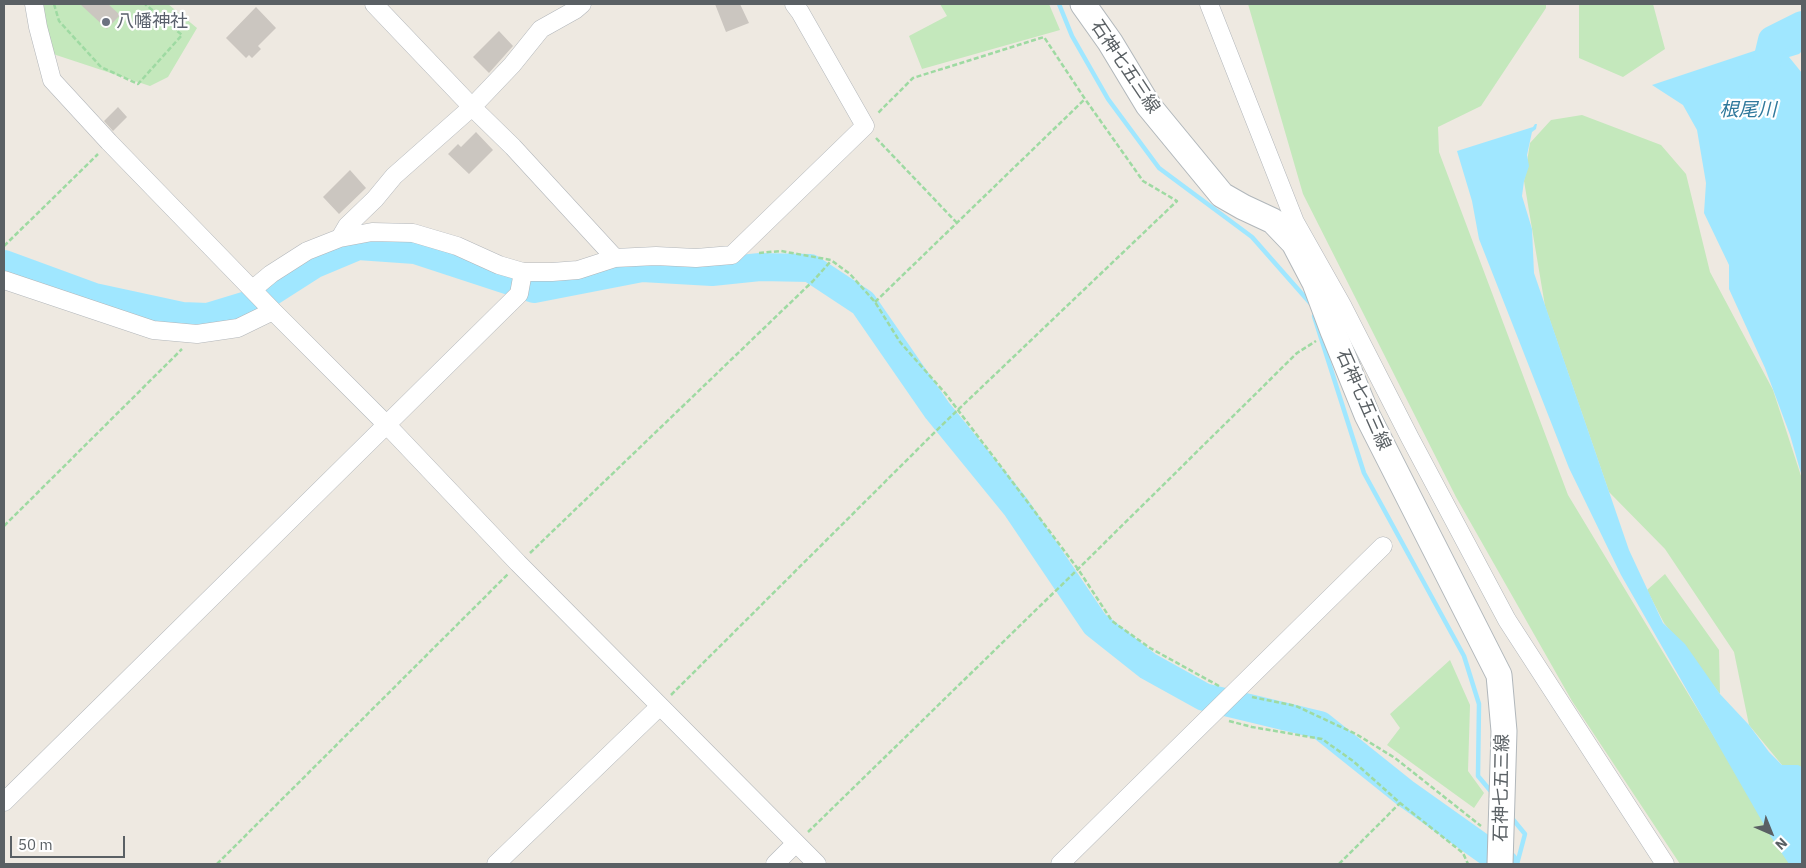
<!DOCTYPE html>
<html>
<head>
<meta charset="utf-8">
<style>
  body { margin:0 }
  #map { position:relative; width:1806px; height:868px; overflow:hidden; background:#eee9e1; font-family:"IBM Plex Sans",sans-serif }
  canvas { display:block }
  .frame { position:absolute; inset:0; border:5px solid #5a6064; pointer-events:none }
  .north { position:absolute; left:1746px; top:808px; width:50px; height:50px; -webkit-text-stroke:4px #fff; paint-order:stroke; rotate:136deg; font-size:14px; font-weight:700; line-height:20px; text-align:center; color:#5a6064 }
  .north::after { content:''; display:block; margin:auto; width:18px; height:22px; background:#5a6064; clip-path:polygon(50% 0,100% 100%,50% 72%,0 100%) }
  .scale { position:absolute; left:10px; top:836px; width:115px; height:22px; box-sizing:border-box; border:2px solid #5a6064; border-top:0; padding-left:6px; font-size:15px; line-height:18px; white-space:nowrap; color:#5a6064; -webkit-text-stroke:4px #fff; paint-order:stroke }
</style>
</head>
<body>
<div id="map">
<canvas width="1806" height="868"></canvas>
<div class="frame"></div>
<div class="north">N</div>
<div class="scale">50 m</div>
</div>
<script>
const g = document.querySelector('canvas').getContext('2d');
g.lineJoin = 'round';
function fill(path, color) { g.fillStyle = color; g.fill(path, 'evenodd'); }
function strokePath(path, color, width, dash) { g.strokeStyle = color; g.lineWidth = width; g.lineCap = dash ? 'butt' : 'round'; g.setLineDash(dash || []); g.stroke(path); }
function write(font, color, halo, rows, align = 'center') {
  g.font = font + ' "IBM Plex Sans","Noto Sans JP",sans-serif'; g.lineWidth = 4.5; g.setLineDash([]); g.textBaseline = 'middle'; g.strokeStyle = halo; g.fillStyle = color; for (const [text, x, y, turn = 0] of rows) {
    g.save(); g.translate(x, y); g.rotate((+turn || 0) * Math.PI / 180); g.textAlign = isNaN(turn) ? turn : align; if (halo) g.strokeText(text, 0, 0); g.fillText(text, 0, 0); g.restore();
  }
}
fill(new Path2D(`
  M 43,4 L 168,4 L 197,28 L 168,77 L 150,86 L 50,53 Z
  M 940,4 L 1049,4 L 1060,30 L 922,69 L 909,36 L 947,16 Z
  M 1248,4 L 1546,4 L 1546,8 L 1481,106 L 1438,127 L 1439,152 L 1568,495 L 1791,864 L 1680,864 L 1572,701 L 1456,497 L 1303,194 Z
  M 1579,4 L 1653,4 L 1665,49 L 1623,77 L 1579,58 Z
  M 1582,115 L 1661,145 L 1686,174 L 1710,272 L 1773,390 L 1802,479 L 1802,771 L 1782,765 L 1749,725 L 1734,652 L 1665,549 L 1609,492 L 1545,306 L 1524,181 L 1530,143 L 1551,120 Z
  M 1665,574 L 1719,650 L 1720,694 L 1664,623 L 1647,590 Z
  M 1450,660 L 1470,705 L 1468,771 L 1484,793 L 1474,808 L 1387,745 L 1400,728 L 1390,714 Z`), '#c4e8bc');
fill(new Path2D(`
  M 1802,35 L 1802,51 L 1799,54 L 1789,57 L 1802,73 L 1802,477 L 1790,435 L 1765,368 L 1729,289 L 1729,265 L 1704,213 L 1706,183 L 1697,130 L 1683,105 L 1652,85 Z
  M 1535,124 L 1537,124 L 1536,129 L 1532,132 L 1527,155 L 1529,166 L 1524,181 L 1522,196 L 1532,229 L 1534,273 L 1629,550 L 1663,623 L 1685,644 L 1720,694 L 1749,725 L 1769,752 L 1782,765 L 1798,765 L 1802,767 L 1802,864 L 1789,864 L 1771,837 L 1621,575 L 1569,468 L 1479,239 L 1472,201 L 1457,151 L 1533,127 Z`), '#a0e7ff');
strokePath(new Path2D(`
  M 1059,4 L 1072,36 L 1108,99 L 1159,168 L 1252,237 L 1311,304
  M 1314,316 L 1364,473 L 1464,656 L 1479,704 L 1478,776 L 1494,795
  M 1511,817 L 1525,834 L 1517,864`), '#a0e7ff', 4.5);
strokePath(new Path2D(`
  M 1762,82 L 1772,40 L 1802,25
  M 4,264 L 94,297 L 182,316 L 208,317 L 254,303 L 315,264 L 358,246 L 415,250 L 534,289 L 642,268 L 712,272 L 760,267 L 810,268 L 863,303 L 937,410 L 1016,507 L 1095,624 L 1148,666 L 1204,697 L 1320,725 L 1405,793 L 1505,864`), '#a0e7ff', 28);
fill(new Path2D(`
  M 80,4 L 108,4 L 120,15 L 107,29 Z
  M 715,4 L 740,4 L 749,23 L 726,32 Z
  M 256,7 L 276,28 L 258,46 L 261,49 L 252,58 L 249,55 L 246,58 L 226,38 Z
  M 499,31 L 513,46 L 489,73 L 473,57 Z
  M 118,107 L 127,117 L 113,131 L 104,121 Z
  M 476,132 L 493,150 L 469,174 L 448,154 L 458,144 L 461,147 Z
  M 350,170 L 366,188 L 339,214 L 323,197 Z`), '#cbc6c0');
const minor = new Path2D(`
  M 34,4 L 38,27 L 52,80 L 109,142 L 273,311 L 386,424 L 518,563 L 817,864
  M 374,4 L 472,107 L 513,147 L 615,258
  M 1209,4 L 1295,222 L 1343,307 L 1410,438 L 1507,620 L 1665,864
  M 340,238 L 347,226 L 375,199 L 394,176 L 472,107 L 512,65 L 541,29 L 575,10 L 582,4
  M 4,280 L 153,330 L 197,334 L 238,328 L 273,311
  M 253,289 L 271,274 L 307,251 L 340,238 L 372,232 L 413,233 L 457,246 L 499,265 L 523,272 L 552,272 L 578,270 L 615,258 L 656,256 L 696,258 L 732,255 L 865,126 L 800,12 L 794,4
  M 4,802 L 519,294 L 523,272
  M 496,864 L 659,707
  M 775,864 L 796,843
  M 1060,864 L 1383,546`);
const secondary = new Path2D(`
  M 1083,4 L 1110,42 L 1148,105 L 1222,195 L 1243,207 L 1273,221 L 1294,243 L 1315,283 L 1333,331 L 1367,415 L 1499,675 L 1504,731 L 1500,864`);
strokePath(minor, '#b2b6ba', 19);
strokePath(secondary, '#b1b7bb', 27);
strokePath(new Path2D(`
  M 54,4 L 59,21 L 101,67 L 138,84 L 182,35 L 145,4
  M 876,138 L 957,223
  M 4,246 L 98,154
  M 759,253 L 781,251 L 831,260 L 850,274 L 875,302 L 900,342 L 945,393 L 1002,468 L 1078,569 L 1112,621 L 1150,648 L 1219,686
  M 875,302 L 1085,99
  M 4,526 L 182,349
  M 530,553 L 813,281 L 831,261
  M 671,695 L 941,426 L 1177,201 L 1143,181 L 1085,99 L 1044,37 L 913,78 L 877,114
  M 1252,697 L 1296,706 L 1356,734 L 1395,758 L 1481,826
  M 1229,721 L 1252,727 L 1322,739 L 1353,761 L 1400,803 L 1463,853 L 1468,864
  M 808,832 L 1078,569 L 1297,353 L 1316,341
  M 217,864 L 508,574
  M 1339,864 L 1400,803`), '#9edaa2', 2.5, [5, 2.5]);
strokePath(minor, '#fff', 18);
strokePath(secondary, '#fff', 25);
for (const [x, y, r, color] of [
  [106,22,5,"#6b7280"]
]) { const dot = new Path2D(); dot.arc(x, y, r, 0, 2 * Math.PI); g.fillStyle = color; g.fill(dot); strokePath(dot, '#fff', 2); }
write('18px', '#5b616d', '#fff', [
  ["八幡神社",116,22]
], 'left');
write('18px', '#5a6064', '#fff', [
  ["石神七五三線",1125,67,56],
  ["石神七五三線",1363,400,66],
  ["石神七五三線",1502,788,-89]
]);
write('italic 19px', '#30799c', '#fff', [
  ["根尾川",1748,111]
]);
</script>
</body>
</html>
######
Retype exactly the lines above, from the one with "const g = document.querySelector('canvas').getContext('2d');" through the one with "function write(font, color, halo, rows, align", inclusive.

const g = document.querySelector('canvas').getContext('2d');
g.lineJoin = 'round';
function fill(path, color) { g.fillStyle = color; g.fill(path, 'evenodd'); }
function strokePath(path, color, width, dash) { g.strokeStyle = color; g.lineWidth = width; g.lineCap = dash ? 'butt' : 'round'; g.setLineDash(dash || []); g.stroke(path); }
function write(font, color, halo, rows, align = 'center') {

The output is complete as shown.